» What the task asks:
Write every entry out again, unchanged.

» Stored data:
==========
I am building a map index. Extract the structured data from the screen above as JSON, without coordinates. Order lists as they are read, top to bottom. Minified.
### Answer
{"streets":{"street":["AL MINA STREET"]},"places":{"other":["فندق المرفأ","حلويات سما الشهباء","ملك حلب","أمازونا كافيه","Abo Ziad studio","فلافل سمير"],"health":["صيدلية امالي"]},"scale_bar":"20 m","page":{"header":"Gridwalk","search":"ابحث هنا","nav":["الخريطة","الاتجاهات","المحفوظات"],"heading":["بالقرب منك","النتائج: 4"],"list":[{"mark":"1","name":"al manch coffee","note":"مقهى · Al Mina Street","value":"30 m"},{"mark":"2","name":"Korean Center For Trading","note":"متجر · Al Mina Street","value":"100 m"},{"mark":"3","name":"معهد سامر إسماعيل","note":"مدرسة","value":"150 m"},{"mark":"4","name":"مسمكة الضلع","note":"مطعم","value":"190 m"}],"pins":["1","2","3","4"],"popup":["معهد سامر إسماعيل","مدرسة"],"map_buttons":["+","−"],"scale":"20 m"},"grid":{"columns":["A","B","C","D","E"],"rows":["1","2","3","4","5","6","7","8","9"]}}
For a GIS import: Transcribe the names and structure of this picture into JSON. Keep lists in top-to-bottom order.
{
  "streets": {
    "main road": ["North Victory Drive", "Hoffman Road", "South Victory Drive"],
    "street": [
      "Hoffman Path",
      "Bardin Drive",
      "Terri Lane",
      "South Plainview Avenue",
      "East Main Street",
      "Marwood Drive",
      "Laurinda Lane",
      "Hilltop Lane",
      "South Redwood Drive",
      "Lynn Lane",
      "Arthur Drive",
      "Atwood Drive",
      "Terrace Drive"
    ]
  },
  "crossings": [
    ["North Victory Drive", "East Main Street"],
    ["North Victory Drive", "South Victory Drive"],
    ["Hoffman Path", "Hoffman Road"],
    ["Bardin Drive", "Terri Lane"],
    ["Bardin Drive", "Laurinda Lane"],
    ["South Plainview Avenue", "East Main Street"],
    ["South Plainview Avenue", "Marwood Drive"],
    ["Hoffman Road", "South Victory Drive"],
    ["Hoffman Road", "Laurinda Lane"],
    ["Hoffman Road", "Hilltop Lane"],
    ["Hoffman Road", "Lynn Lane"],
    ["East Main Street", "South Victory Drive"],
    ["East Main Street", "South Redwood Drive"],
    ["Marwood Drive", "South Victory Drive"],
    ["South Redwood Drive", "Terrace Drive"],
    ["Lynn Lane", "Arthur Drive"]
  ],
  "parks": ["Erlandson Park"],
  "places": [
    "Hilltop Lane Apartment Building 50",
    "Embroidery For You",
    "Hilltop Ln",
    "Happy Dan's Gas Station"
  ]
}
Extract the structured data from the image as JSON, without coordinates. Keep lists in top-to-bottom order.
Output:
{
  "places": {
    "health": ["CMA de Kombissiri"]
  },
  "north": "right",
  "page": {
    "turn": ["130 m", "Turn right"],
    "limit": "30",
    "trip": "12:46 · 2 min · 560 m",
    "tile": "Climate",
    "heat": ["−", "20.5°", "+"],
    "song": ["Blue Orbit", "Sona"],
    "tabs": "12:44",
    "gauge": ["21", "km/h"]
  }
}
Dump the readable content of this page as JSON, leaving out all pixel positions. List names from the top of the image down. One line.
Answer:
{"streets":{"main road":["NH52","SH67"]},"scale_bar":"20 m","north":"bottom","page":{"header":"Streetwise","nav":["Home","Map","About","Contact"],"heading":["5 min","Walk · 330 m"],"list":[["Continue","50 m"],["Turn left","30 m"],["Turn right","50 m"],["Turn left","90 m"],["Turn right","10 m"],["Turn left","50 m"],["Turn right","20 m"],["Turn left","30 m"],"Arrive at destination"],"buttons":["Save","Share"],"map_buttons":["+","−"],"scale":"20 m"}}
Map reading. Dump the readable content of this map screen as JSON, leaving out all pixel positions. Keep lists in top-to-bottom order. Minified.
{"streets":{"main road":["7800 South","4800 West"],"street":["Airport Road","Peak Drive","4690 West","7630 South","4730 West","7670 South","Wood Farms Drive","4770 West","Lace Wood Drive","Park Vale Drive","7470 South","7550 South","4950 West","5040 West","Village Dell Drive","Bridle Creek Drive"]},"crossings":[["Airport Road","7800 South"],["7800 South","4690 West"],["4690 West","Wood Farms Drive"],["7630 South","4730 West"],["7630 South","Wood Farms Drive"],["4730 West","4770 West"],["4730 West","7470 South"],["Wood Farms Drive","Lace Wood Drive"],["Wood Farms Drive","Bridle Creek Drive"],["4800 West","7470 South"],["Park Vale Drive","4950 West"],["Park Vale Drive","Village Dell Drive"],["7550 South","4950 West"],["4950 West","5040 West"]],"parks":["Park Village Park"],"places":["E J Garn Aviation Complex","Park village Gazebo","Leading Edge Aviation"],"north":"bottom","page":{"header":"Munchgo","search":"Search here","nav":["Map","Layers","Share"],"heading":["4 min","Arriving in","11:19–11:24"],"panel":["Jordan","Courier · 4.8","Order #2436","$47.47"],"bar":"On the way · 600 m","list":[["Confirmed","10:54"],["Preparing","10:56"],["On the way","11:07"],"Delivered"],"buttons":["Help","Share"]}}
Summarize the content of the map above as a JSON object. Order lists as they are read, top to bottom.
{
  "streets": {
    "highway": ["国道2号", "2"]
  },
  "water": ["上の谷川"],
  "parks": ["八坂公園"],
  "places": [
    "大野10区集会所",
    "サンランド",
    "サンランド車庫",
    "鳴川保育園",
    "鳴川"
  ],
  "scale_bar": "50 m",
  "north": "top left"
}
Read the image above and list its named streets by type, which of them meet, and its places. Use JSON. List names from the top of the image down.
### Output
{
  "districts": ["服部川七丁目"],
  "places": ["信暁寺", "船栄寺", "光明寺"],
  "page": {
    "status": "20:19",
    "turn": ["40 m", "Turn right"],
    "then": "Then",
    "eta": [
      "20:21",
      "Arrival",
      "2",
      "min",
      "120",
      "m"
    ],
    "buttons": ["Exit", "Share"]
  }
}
==========
» Answer:
I am building a map index. Extract the structured data from the screen above as JSON, without coordinates. Order lists as they are read, top to bottom. Minified.
### Answer
{"streets":{"street":["AL MINA STREET"]},"places":{"other":["فندق المرفأ","حلويات سما الشهباء","ملك حلب","أمازونا كافيه","Abo Ziad studio","فلافل سمير"],"health":["صيدلية امالي"]},"scale_bar":"20 m","page":{"header":"Gridwalk","search":"ابحث هنا","nav":["الخريطة","الاتجاهات","المحفوظات"],"heading":["بالقرب منك","النتائج: 4"],"list":[{"mark":"1","name":"al manch coffee","note":"مقهى · Al Mina Street","value":"30 m"},{"mark":"2","name":"Korean Center For Trading","note":"متجر · Al Mina Street","value":"100 m"},{"mark":"3","name":"معهد سامر إسماعيل","note":"مدرسة","value":"150 m"},{"mark":"4","name":"مسمكة الضلع","note":"مطعم","value":"190 m"}],"pins":["1","2","3","4"],"popup":["معهد سامر إسماعيل","مدرسة"],"map_buttons":["+","−"],"scale":"20 m"},"grid":{"columns":["A","B","C","D","E"],"rows":["1","2","3","4","5","6","7","8","9"]}}
For a GIS import: Transcribe the names and structure of this picture into JSON. Keep lists in top-to-bottom order.
{
  "streets": {
    "main road": ["North Victory Drive", "Hoffman Road", "South Victory Drive"],
    "street": [
      "Hoffman Path",
      "Bardin Drive",
      "Terri Lane",
      "South Plainview Avenue",
      "East Main Street",
      "Marwood Drive",
      "Laurinda Lane",
      "Hilltop Lane",
      "South Redwood Drive",
      "Lynn Lane",
      "Arthur Drive",
      "Atwood Drive",
      "Terrace Drive"
    ]
  },
  "crossings": [
    ["North Victory Drive", "East Main Street"],
    ["North Victory Drive", "South Victory Drive"],
    ["Hoffman Path", "Hoffman Road"],
    ["Bardin Drive", "Terri Lane"],
    ["Bardin Drive", "Laurinda Lane"],
    ["South Plainview Avenue", "East Main Street"],
    ["South Plainview Avenue", "Marwood Drive"],
    ["Hoffman Road", "South Victory Drive"],
    ["Hoffman Road", "Laurinda Lane"],
    ["Hoffman Road", "Hilltop Lane"],
    ["Hoffman Road", "Lynn Lane"],
    ["East Main Street", "South Victory Drive"],
    ["East Main Street", "South Redwood Drive"],
    ["Marwood Drive", "South Victory Drive"],
    ["South Redwood Drive", "Terrace Drive"],
    ["Lynn Lane", "Arthur Drive"]
  ],
  "parks": ["Erlandson Park"],
  "places": [
    "Hilltop Lane Apartment Building 50",
    "Embroidery For You",
    "Hilltop Ln",
    "Happy Dan's Gas Station"
  ]
}
Extract the structured data from the image as JSON, without coordinates. Keep lists in top-to-bottom order.
Output:
{
  "places": {
    "health": ["CMA de Kombissiri"]
  },
  "north": "right",
  "page": {
    "turn": ["130 m", "Turn right"],
    "limit": "30",
    "trip": "12:46 · 2 min · 560 m",
    "tile": "Climate",
    "heat": ["−", "20.5°", "+"],
    "song": ["Blue Orbit", "Sona"],
    "tabs": "12:44",
    "gauge": ["21", "km/h"]
  }
}
Dump the readable content of this page as JSON, leaving out all pixel positions. List names from the top of the image down. One line.
Answer:
{"streets":{"main road":["NH52","SH67"]},"scale_bar":"20 m","north":"bottom","page":{"header":"Streetwise","nav":["Home","Map","About","Contact"],"heading":["5 min","Walk · 330 m"],"list":[["Continue","50 m"],["Turn left","30 m"],["Turn right","50 m"],["Turn left","90 m"],["Turn right","10 m"],["Turn left","50 m"],["Turn right","20 m"],["Turn left","30 m"],"Arrive at destination"],"buttons":["Save","Share"],"map_buttons":["+","−"],"scale":"20 m"}}
Map reading. Dump the readable content of this map screen as JSON, leaving out all pixel positions. Keep lists in top-to-bottom order. Minified.
{"streets":{"main road":["7800 South","4800 West"],"street":["Airport Road","Peak Drive","4690 West","7630 South","4730 West","7670 South","Wood Farms Drive","4770 West","Lace Wood Drive","Park Vale Drive","7470 South","7550 South","4950 West","5040 West","Village Dell Drive","Bridle Creek Drive"]},"crossings":[["Airport Road","7800 South"],["7800 South","4690 West"],["4690 West","Wood Farms Drive"],["7630 South","4730 West"],["7630 South","Wood Farms Drive"],["4730 West","4770 West"],["4730 West","7470 South"],["Wood Farms Drive","Lace Wood Drive"],["Wood Farms Drive","Bridle Creek Drive"],["4800 West","7470 South"],["Park Vale Drive","4950 West"],["Park Vale Drive","Village Dell Drive"],["7550 South","4950 West"],["4950 West","5040 West"]],"parks":["Park Village Park"],"places":["E J Garn Aviation Complex","Park village Gazebo","Leading Edge Aviation"],"north":"bottom","page":{"header":"Munchgo","search":"Search here","nav":["Map","Layers","Share"],"heading":["4 min","Arriving in","11:19–11:24"],"panel":["Jordan","Courier · 4.8","Order #2436","$47.47"],"bar":"On the way · 600 m","list":[["Confirmed","10:54"],["Preparing","10:56"],["On the way","11:07"],"Delivered"],"buttons":["Help","Share"]}}
Summarize the content of the map above as a JSON object. Order lists as they are read, top to bottom.
{
  "streets": {
    "highway": ["国道2号", "2"]
  },
  "water": ["上の谷川"],
  "parks": ["八坂公園"],
  "places": [
    "大野10区集会所",
    "サンランド",
    "サンランド車庫",
    "鳴川保育園",
    "鳴川"
  ],
  "scale_bar": "50 m",
  "north": "top left"
}
Read the image above and list its named streets by type, which of them meet, and its places. Use JSON. List names from the top of the image down.
### Output
{
  "districts": ["服部川七丁目"],
  "places": ["信暁寺", "船栄寺", "光明寺"],
  "page": {
    "status": "20:19",
    "turn": ["40 m", "Turn right"],
    "then": "Then",
    "eta": [
      "20:21",
      "Arrival",
      "2",
      "min",
      "120",
      "m"
    ],
    "buttons": ["Exit", "Share"]
  }
}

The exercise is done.